A

David

Darling

vector space

vector space

A quadrilateral formed by two vectors (a, b) and (c, d). Vectors may be added together and multiplied (scaled) by numbers called scalars.


A vector space, also known as a linear space, is the most fundamental concept in linear algebra. A vector space is a set of vectors together with a field of scalars such that: the sum of any two members of the set is a vector also in the set, and multiplication of a member of the set by a member of the field produces a vector also in the set. It is a generalization of the set of all geometrical vectors and is used throughout modern mathematics. Like the concepts of a group, a ring, and a field, that of a vector space is entirely abstract.

 

Italian mathematician Guiseppe Peano, a founder of mathematical logic and set theory, defined the vector space in his work Geometrical Calculation According to the Ausdehnungslhere of H. Grassmann, published in 1888. Mathematically a set of vectors form a vector space provided that it meets several conditions, such as closure under addition, the associative law, the commutative law, and the distributive law.

 

As an abstract way of extending Euclidean geometry's application to physical space, the vector space permits the scientist to assign numbers to given states of things at a certain time, and to calculate the results of forces acting on those things into the future. For example, suppose the things are physical particles when multiple forces simultaneously act on a particle at a point, each represented by a vector, the resulting combined force is easily calculated because forces combine as vectors add.
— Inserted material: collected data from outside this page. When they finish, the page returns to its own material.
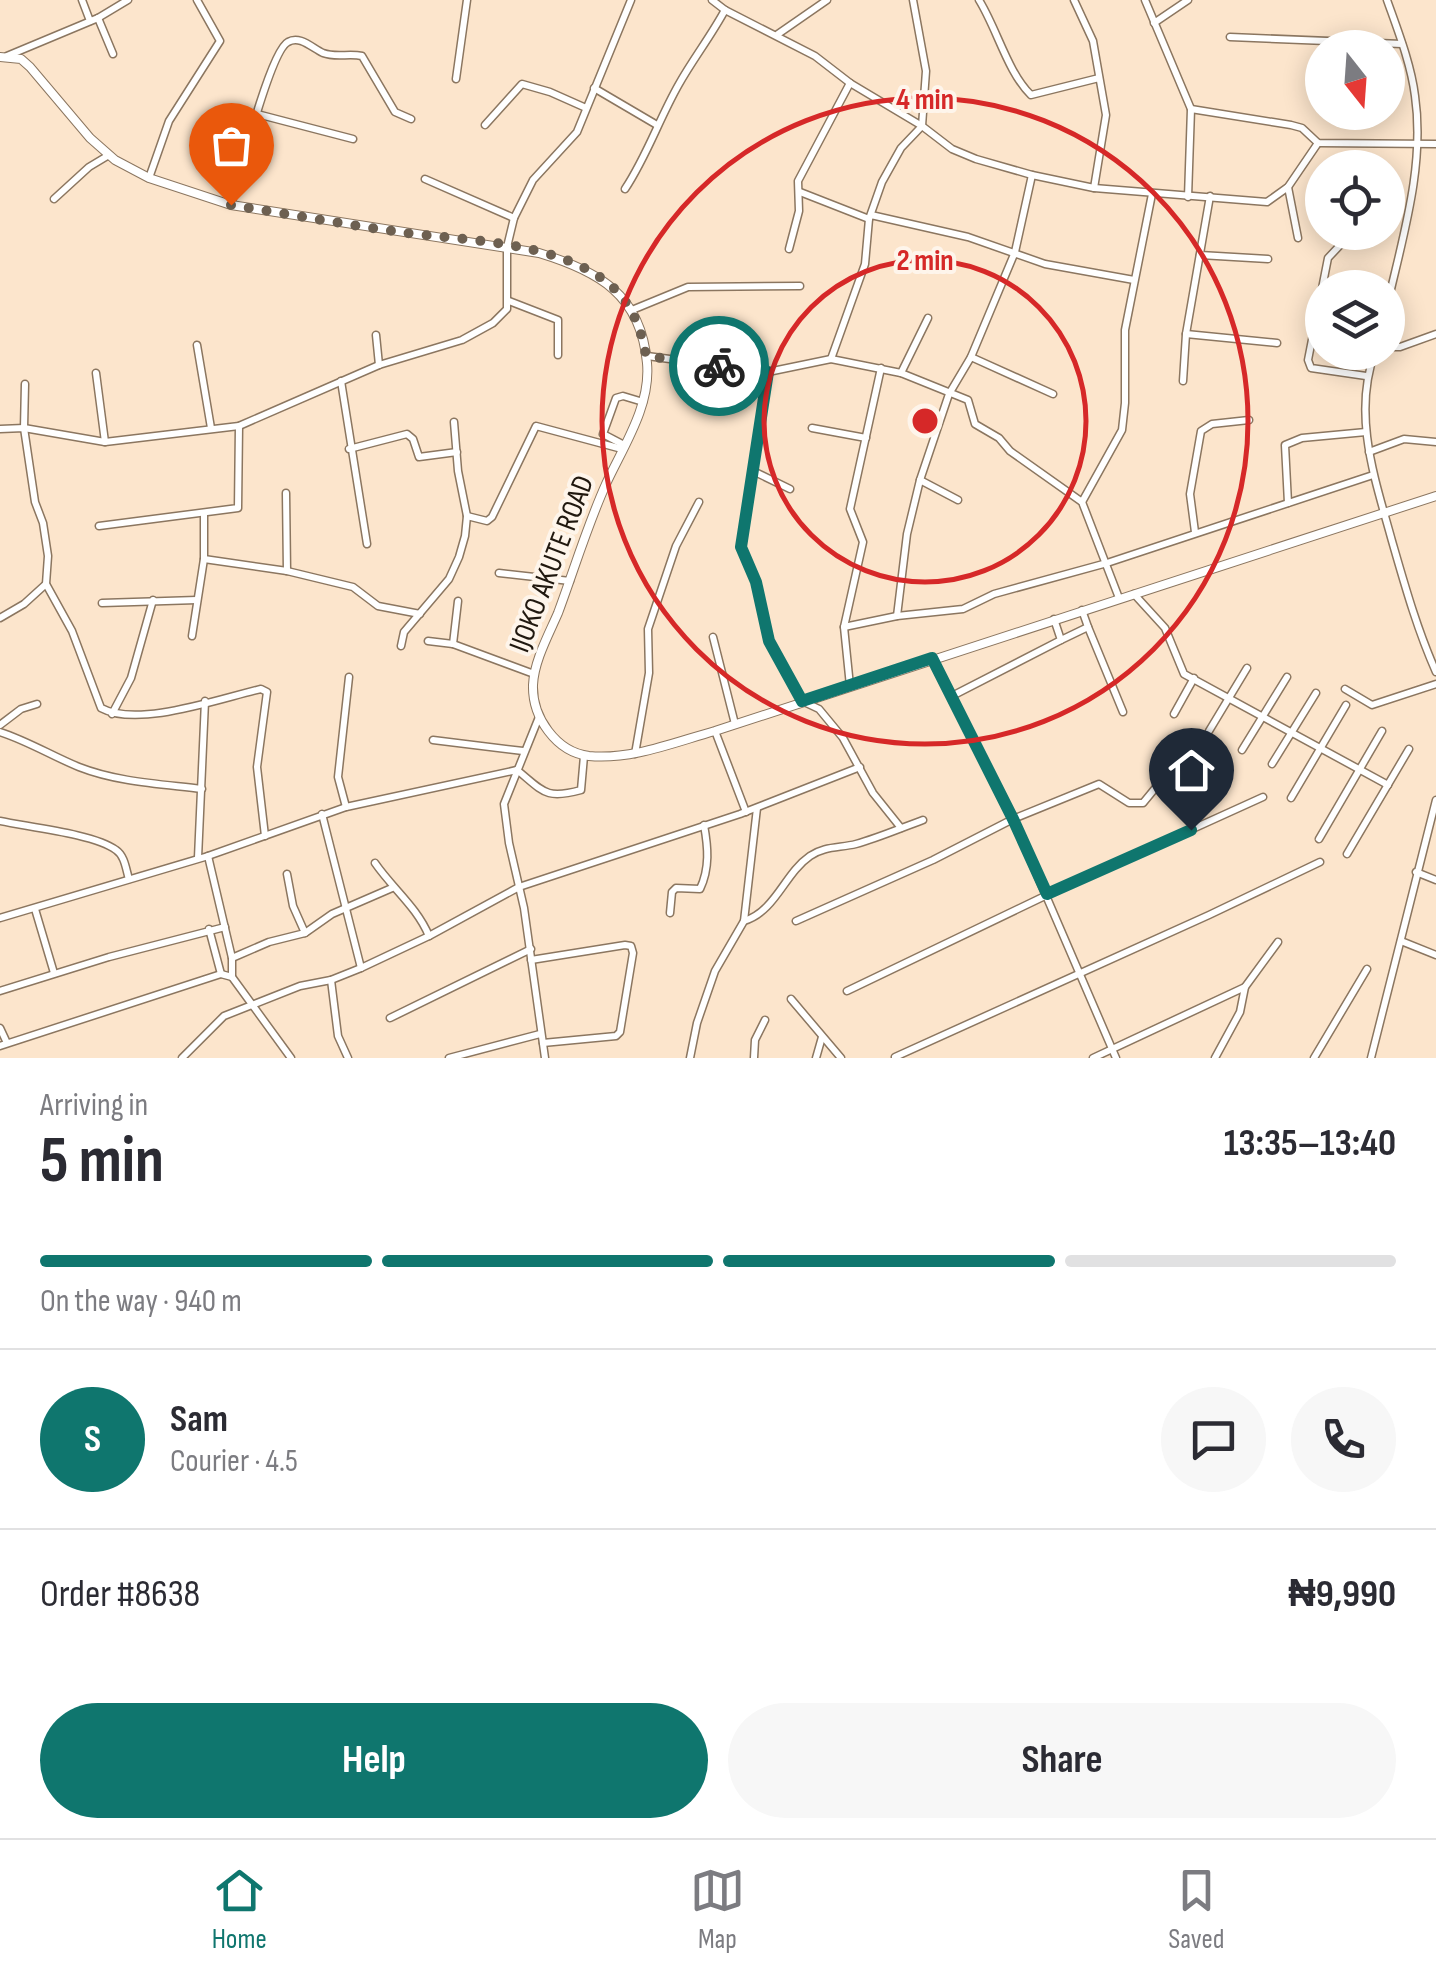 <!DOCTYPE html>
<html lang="en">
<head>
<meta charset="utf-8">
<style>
  :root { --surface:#fff; --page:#f7f7f7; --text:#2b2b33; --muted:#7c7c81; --line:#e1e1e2; --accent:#0f766e }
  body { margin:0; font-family:"Sofia Sans Condensed",sans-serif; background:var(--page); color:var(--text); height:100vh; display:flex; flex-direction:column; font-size:38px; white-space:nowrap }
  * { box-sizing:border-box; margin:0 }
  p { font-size:32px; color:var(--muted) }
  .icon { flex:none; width:55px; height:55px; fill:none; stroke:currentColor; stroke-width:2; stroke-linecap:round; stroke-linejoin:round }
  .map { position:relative; height:1058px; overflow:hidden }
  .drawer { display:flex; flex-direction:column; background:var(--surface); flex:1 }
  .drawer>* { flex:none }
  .needle { width:65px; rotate:163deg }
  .fabs { position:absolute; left:1305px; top:30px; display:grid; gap:20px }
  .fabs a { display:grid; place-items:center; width:100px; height:100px; border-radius:50%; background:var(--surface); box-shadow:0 5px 25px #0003; font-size:50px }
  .pin { position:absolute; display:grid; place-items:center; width:85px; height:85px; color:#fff; margin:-102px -42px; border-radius:50% 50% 50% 0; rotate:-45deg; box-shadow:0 0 10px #0007 }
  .pin .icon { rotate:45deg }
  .courier { position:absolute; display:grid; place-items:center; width:100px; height:100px; margin:-50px; border:8px solid #0f766e; border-radius:50%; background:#fff; color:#222; box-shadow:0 2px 12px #0007 }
  .headline em { font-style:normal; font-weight:700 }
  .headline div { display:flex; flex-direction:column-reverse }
  .headline { display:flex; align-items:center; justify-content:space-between; height:170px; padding:0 40px }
  h1 { font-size:65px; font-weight:700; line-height:75px }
  .bar { display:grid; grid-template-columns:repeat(4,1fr); gap:15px 10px; align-content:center; height:120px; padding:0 40px }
  .bar i { height:12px; border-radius:8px; background:var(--line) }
  .bar .current { background:var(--accent) }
  .bar p { grid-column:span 4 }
  .line { display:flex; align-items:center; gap:25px; padding:0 40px; border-top:2px solid var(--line) }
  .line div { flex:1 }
  .round { display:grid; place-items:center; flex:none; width:105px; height:105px; border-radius:52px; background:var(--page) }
  .cta { display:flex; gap:20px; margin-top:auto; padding:20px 40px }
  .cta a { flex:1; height:115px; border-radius:60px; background:var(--accent); color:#fff; font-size:40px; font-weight:700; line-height:115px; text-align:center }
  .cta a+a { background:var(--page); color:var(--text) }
  .menu { display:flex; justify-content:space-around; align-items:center; height:140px; border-top:2px solid var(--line); background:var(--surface); font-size:28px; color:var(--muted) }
  .menu a { display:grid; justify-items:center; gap:5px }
  .menu .current { color:var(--accent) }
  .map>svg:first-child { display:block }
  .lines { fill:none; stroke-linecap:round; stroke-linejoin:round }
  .street-casing { stroke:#8b7660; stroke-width:9 }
  .secondary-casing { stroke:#8b7660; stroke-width:10 }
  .street { stroke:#fff; stroke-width:6 }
  .secondary { stroke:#fff; stroke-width:8 }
  .done { stroke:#6d6051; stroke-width:10; stroke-dasharray:0 18 }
  .route { stroke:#0f766e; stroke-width:12 }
  .ring { fill:none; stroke:#d62828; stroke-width:5 }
  .labels { text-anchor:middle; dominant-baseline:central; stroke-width:8; stroke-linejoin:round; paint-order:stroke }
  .street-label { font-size:30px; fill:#20180f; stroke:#fef5eb }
  .centre { fill:#d62828; stroke:#fef5eb; stroke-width:5 }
  .ring-label { font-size:30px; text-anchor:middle; font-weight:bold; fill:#d62828; stroke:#fef5eb; stroke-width:8; stroke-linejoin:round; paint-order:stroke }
</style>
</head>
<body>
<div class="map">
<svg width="1436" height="1058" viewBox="0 0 1436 1058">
  <rect width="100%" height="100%" fill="#fce5cc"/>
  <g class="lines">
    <!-- street casing -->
    <g class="street-casing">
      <g id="street">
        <polyline points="82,0 90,21"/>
        <polyline points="712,0 725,10 815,56 850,83 922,126 952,149 976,159 1032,175 1094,188 1267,202 1288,187 1318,143"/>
        <path d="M979 0C997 29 1008 73 1031 95L1099 78"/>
        <polyline points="1074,0 1093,41 1106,115 1094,188"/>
        <polyline points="1145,0 1191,109 1188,197"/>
        <path d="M1387 0C1398 31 1411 64 1415 96 1425 165 1403 236 1388 302"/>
        <polyline points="98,18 113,54"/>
        <polyline points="1154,23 1188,0"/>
        <polyline points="778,34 827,0"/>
        <polyline points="1230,37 1402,44"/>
        <polyline points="7,56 98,18 128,0"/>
        <polyline points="456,79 467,0"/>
        <polyline points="594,88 657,125"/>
        <polyline points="1191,109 1291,125 1302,128 1318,143 1436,144"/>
        <polyline points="257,114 353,139"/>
        <polyline points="485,125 522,84 550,92 586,108"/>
        <polyline points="149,178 169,121 220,41 197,0"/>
        <polyline points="425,179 514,218"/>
        <polyline points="1288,187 1298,238"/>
        <path d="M625 189C647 156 659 119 679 84 693 59 711 36 725 10"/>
        <polyline points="800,192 869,219"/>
        <polyline points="54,199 89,167 109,155"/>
        <path d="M231 205C238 180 270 51 288 42 300 35 312 48 323 53 336 58 349 53 362 56L395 112 411 119"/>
        <polyline points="871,215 968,237 1045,264 1134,280"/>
        <polyline points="1344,241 1328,258 1308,360 1311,368 1366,376"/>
        <polyline points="789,249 799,211 798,181 850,83"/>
        <polyline points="1200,255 1268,259"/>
        <polyline points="509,301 558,320 558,355"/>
        <polyline points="632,310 688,287 800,286"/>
        <polyline points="1186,334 1277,343"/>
        <polyline points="376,335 379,365"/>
        <polyline points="197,345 211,428"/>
        <polyline points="1388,347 1400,347 1436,334"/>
        <path d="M1375 352C1352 415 1375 479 1392 541 1405 586 1417 629 1436 672"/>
        <polyline points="647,356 768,372 831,359 901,373 968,400 975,424 999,438 1010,451 1082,502 1119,598"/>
        <polyline points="971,357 1053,394"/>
        <polyline points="831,359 865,264 869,219 882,182 901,148 922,126 926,71 913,0"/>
        <polyline points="768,372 741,547 756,582 769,641 802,701 819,709 843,738 873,793 901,828"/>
        <polyline points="96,373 105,442"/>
        <polyline points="901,373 928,318"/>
        <polyline points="341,381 367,544"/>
        <polyline points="1183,381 1186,334 1210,196"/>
        <path d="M25 384 24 428 35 502 43 523 48 556 46 584 72 631 101 708C138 728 218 699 261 689L267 692 257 767 265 836"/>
        <polyline points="812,428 866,438"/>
        <polyline points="0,429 24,428 105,442 239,426 379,365 462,340 493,323 507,309 507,247 514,218 533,180 577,132 631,0"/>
        <polyline points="624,445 603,434 616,398 623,396 643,402"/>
        <polyline points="349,449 407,434 413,439 419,457 457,452"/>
        <polyline points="1369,452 1404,439 1436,442"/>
        <polyline points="753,471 790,489"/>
        <polyline points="920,480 958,500"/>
        <polyline points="286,493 287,571"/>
        <polyline points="1082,502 1122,430 1125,403 1125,330 1152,194"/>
        <polyline points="1288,503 1285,445 1302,438 1366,432"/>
        <polyline points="467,516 487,521 492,517 536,426 622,449"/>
        <polyline points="99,526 238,508 239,426"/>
        <polyline points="1195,532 1190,494 1201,431 1212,424 1249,420"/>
        <polyline points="204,559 287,571 353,587 378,606 420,614"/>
        <polyline points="499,573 570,581"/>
        <polyline points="1134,594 1165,628 1184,674 1388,785"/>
        <polyline points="102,603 197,600"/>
        <polyline points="897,616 907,534 920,480 949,394 971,357 1015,252 1032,175"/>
        <polyline points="0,618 24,604 46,584"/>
        <polyline points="844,627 897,616 963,609 994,594 1107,563 1373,475"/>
        <polyline points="1088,627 1123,712"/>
        <polyline points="192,636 204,559 204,514"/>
        <polyline points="713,637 735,724"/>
        <polyline points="1061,640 1088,627 1082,610"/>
        <polyline points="428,641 453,644 534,674"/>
        <polyline points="453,644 458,601"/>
        <polyline points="401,646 404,632 449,579 459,557 465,536 467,516 458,471 454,422"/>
        <polyline points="933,660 1013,819 1116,1058"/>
        <polyline points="850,686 844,627 863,542 850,509 881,368"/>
        <polyline points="1345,689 1372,705 1436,684"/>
        <polyline points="952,696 1061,640 1054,619"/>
        <polyline points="112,714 131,678 153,600"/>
        <polyline points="1174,714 1194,678"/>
        <polyline points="539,717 504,804 509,843 524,908 545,1058"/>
        <polyline points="0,725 21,709 37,704"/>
        <polyline points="715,731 746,812"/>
        <polyline points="1209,731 1247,668"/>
        <path d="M0 732C28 741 52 756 79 767 117 782 161 784 202 789"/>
        <polyline points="433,740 523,751"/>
        <polyline points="1242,750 1287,677"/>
        <polyline points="635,754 649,673 648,629 676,546 699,502"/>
        <polyline points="1272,764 1316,693"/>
        <path d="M517 770C543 791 545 800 581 790L584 756"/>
        <polyline points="1291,798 1346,705"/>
        <polyline points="346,807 338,777 349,677"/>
        <polyline points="322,814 361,968"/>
        <path d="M0 821C28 827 95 834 116 850 125 856 126 870 129 879"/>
        <polyline points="1319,839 1382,731"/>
        <polyline points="1347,854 1409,749"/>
        <polyline points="208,856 232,958 232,977 291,1058"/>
        <polyline points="198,858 205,701"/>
        <path d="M375 863C393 889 417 907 429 936"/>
        <polyline points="1416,872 1436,880"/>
        <polyline points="35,909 54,973"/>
        <path d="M670 913 672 892 676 888 700 889C710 868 708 847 704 825"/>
        <polyline points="0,918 208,856 346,807 517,770"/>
        <path d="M744 921C776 911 784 874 810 856 824 846 840 848 856 844 878 838 901 828 923 820"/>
        <path d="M796 921 933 860 1013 819 1099 784 1129 803H1143C1161 782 1173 762 1200 750"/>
        <polyline points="209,929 221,974"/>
        <polyline points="305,933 332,914 392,888"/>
        <polyline points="1401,941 1436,955"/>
        <polyline points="232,958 269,942 305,933 293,906 287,874"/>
        <polyline points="531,960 625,945 631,946 633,953 620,1032 616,1036 543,1043"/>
        <polyline points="331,980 338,1036 348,1058"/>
        <polyline points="0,991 109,957 225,927"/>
        <polyline points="847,991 1047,895 1263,797"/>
        <polyline points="791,999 841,1058"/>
        <polyline points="390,1018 531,949"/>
        <polyline points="0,1028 7,1043"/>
        <polyline points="0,1046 221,974 232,977"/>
        <polyline points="895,1057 1209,915 1320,862"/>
        <polyline points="182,1058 224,1016 300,986 331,980 361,968 429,936 519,887 740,814 860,767"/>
        <polyline points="449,1058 540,1034"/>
        <polyline points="690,1058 697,1023 715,971 744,921 757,808"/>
        <polyline points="754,1058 755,1040 765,1020"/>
        <polyline points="816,1058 822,1037"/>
        <polyline points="1093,1058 1245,987"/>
        <polyline points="1215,1058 1240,1012 1245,987 1278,942"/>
        <polyline points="1314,1058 1367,969"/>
        <polyline points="1371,1058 1436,800"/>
      </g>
    </g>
    <!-- secondary casing -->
    <g class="secondary-casing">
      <path id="secondary" d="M0 57 21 59 30 67 90 138 115 160 149 178 231 205 539 253C598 271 641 294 647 363 651 406 623 447 606 484 587 526 574 570 558 613 549 634 534 661 533 685 532 717 556 752 589 756 632 760 675 742 715 731L1436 496"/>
    </g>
    <!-- street -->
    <use href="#street" class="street"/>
    <!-- secondary -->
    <use href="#secondary" class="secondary"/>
  </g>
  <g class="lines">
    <!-- done -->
    <path class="done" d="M231 205C287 214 343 224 399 232 465 241 553 240 608 283 631 302 641 327 646 356L719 366"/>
    <!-- route -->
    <polyline class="route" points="719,366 768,372 741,547 756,582 769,641 802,701 932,658 1013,819 1047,894 1191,830"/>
  </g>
  <!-- distance rings -->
  <g class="ring">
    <circle cx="925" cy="421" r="161"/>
    <circle cx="925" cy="421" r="323"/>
  </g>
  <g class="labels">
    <!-- street labels -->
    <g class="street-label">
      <text transform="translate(552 564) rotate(-69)">IJOKO AKUTE ROAD</text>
    </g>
  </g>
  <circle cx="925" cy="421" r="15" class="centre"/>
  <g class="ring-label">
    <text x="925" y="109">4 min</text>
    <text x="925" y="270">2 min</text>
  </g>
</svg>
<div class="fabs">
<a><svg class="needle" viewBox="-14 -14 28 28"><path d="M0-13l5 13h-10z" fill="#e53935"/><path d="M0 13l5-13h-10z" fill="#7c7c81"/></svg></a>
<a><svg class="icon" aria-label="locate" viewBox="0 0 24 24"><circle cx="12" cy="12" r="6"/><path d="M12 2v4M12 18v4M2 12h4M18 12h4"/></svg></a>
<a><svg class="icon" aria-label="layers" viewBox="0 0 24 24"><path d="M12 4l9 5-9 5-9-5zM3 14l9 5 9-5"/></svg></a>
</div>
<div class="pin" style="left:231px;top:205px;background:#ea580c"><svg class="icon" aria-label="bag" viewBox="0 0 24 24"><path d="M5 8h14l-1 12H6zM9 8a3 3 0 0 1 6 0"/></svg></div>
<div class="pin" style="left:1191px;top:830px;background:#1f2937"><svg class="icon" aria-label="home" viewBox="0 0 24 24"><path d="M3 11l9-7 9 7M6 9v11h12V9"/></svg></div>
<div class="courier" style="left:719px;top:366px"><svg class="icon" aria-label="bike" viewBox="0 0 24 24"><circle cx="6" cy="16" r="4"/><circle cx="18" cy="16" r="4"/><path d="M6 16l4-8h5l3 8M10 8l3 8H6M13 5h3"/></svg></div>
</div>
<section class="drawer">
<div class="headline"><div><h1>5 min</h1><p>Arriving in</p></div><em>13:35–13:40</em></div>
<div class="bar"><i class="current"></i><i class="current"></i><i class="current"></i><i></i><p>On the way · 940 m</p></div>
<div class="line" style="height:180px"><b class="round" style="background:var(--accent);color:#fff">S</b><div><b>Sam</b><p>Courier · 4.5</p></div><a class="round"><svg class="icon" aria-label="chat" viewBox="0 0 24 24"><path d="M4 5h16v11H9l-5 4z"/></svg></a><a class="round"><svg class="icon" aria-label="phone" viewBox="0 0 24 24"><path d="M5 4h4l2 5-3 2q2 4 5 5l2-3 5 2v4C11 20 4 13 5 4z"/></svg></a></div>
<div class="line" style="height:130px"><div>Order #8638</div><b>₦9,990</b></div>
<div class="cta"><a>Help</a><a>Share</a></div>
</section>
<nav class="menu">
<a class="current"><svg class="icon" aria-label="home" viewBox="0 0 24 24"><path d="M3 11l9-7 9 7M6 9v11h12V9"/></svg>Home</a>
<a><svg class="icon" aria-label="map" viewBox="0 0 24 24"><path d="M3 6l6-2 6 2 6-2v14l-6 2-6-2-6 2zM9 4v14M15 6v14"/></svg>Map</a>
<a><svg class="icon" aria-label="saved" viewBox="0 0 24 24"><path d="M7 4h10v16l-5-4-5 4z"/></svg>Saved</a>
</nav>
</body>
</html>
A collection of points forming a field with infinite degrees of freedom can be acted upon by numerous simultaneous forces, and the subsequent behaviour of the field can be predicted.

 

After calculus, no mathematical technique is more useful across science than vector spaces and the linear algebra used with them. Modern theoretical physics — from classical mechanics, fluid theory, electromagnetic fiel theory, solid state physics, and particle physics, all the way to special and general relativity and quantum physics — relies extensively on them. English theoretical physics Paul Dirac found vector spaces crucial for handling the principle of superposition and other problems in quantum mechanics. Dirac said: "Now any mathematical quantities which can be added to give new quantities of the same nature may be represented by vectors in a suitable vector space with a sufficiently large number of dimensions". Even disciplines such as neuroscience make use of vector spaces.